Lokele et Topoke : l’histoire de deux frères séparés par le fleuve et la forêt
Dans les recherches sur l’identité Lokele, il est impossible de ne pas croiser le chemin des voisins, les Topoke. On ne peut pas comprendre l’un sans parler de l’autre. C’est l’histoire d’une rivalité fraternelle, née d’une légende commune, qui a façonné la vie politique et sociale de la province de la Tshopo depuis des siècles.
Une querelle d’aînesse née d’un ancêtre commun
Tout commence avec un nom : Iondjaonja. La légende raconte que cet ancêtre mythique est le père de deux fils : Wembe (l’ancêtre des Lokele/Yawembe) et Eso (l’ancêtre des Topoke).

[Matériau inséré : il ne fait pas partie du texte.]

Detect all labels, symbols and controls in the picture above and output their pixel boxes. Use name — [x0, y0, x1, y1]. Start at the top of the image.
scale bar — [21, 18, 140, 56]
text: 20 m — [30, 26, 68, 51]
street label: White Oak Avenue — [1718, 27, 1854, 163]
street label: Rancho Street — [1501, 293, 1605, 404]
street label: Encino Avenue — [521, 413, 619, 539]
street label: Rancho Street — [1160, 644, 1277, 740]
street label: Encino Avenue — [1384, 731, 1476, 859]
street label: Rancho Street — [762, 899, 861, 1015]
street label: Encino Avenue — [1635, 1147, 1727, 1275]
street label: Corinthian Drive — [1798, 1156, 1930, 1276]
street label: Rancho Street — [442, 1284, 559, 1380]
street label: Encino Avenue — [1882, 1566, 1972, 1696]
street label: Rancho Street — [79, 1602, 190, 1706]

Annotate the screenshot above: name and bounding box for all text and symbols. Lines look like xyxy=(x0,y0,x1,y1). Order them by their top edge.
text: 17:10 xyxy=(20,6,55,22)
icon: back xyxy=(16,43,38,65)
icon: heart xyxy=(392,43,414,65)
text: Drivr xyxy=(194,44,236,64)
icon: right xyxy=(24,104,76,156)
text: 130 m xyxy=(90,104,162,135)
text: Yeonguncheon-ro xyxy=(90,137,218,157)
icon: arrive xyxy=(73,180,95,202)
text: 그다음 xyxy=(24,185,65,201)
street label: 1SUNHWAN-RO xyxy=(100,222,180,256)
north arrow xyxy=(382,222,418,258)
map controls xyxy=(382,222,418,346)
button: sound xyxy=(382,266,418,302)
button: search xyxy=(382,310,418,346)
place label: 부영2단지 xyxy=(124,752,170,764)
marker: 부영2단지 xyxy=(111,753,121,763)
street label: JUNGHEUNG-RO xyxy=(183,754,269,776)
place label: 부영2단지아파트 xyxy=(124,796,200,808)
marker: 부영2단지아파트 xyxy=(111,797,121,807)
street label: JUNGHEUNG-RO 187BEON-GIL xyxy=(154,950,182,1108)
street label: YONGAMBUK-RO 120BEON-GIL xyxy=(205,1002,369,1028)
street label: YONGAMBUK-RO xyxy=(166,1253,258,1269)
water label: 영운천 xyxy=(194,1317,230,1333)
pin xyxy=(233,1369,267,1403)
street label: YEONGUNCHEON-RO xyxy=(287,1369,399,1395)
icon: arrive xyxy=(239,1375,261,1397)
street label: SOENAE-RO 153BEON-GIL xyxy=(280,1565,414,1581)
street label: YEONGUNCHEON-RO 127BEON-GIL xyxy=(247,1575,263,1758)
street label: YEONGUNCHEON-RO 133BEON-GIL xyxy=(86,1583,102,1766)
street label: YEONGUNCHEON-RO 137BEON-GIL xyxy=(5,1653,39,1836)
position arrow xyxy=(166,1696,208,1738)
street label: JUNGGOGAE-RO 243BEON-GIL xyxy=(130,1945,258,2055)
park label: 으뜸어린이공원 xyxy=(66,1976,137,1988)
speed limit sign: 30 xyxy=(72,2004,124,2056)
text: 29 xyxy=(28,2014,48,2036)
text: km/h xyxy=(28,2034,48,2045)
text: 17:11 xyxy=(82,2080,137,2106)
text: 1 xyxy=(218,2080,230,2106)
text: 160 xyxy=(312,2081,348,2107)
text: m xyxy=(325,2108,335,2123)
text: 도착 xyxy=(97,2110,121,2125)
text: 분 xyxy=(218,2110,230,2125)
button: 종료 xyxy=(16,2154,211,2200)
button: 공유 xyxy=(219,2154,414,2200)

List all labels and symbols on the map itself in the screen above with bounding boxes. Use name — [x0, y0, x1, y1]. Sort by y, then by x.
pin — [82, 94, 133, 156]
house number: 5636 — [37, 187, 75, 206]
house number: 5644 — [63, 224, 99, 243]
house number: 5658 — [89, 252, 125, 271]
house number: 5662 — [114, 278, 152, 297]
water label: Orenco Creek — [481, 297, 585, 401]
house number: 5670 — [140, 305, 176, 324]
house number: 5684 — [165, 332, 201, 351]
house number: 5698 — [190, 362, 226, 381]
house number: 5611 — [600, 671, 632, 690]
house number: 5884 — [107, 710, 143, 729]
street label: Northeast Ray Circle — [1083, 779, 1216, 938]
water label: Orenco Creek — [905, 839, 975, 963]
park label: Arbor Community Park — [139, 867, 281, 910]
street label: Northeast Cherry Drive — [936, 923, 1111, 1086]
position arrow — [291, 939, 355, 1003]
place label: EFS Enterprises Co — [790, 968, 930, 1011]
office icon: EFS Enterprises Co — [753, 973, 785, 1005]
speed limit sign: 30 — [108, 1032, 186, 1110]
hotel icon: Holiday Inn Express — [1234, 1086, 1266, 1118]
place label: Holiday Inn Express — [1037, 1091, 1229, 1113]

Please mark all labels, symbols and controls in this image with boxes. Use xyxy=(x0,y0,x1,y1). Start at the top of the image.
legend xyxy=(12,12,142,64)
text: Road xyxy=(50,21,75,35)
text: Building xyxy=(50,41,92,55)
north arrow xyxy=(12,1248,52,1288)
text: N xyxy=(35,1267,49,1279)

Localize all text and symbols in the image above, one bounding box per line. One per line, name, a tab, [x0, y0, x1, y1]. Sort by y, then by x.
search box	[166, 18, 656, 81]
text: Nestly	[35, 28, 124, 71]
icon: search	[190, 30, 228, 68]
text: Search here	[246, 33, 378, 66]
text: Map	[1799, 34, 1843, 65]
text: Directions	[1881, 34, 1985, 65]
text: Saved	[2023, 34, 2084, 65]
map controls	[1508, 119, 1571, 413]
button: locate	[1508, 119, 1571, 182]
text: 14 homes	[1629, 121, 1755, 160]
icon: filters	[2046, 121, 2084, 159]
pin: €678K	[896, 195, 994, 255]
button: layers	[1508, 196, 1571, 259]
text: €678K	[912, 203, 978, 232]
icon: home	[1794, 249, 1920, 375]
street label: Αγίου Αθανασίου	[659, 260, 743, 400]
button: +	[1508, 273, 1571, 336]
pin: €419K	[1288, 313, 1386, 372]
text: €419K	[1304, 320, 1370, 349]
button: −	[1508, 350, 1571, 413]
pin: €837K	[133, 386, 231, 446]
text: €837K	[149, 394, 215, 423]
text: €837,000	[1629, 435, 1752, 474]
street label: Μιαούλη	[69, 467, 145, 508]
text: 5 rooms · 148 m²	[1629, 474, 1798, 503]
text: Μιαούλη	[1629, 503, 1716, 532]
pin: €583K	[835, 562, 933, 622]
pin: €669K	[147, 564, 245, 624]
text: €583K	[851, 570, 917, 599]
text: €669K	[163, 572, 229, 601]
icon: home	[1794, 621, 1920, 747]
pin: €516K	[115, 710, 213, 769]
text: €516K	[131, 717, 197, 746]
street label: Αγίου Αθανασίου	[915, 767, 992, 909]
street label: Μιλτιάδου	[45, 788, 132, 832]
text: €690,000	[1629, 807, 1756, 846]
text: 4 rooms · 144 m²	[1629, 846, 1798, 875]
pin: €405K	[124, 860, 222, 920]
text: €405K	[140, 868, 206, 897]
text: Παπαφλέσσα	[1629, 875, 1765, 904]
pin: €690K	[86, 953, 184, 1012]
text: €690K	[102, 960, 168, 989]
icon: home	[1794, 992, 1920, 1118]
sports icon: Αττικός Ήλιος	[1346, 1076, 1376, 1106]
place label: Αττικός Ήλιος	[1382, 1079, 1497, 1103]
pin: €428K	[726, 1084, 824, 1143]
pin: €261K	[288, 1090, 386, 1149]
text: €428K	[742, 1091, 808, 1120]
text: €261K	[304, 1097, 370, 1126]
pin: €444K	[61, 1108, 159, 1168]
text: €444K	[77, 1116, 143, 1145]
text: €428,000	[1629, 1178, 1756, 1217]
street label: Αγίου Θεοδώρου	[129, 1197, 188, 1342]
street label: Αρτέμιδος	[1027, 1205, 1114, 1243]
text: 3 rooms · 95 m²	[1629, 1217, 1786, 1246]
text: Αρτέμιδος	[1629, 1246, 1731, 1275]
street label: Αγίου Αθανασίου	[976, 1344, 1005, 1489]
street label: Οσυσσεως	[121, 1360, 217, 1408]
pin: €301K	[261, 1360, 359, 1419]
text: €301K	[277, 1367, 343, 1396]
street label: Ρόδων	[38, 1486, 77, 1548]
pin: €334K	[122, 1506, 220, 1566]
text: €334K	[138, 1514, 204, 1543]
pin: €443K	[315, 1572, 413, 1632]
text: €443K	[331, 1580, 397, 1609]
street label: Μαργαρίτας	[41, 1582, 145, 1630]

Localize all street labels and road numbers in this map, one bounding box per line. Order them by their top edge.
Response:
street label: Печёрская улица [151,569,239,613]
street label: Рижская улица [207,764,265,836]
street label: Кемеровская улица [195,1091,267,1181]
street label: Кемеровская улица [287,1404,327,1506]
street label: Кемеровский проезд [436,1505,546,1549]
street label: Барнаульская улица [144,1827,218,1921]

La rivalité entre les deux peuples repose sur une question simple mais cruciale dans les traditions : qui est l’aîné ?
L’anecdote de 1928 : cette palabre était si profonde qu’en 1928, à Isangi, les chefs des deux camps ont demandé à l’administration coloniale belge de trancher officiellement. Après de longues discussions, les Belges ont reconnu Wembe (Lokele) comme l’aîné. Pour les Lokele, c’était une victoire de la diplomatie ; pour beaucoup de Topoke, ce fut le début d’une rancœur tenace, estimant que les « gens du fleuve », plus proches des autorités, avaient eu le dernier mot par ruse.
Le Fleuve contre la Forêt
Au-delà de la légende, c’est le mode de vie qui oppose et complète. Les Lokele sont les gens de l’eau : mobiles, commerçants, tournés vers l’horizon du fleuve. Les Topoke, eux, sont les gens de la forêt : agriculteurs, chasseurs, profondément attachés à la terre.
Cette différence a créé une dépendance mutuelle : les Lokele ont besoin du manioc des Topoke, les Topoke ont besoin du poisson des Lokele. Mais elle a aussi nourri une méfiance : un vieux dicton dit que « le Lokele a peur de la forêt comme le Topoke a peur de l’eau ».
La lutte pour la reconnaissance (1963)
Cette rivalité a pris un tournant politique à l’indépendance. En 1963, lors de la création du gouvernement provincial de la Tshopo, les Lokele occupaient quatre postes de ministres, tandis que les Topoke n’en avaient aucun. Cette domination politique a provoqué une crise majeure, illustrant combien la reconnaissance de chaque groupe est vitale pour l’équilibre de la région.
La « Guerre des Étangs » : une leçon de cohabitation
Plus récemment, les tensions se sont cristallisées autour des étangs de pêche.
Une anecdote de terrain : lors des conflits de 2012 dans la région d’Isangi, on a vu des marchés se diviser en deux — un côté pour les Lokele, un côté pour les Topoke. Les enfants ne fréquentaient plus les mêmes écoles. Il a fallu des années de médiation pour que les deux peuples acceptent de partager à nouveau les ressources de l’eau. Cela rappelle que, malgré les disputes d’aînesse, les deux peuples sont condamnés à vivre ensemble.
Conclusion : un destin lié
Aujourd’hui, regarder cette rivalité avec recul permet de comprendre la richesse de la province. Les Lokele et les Topoke sont les deux faces d’une même pièce. Si le fleuve sépare géographiquement, l’histoire de Iondjaonja rappelle qu’ils sont, au fond, de la même famille.
Apprendre à connaître les voisins Topoke, c’est aussi une façon, pour les Lokele, de mieux se définir.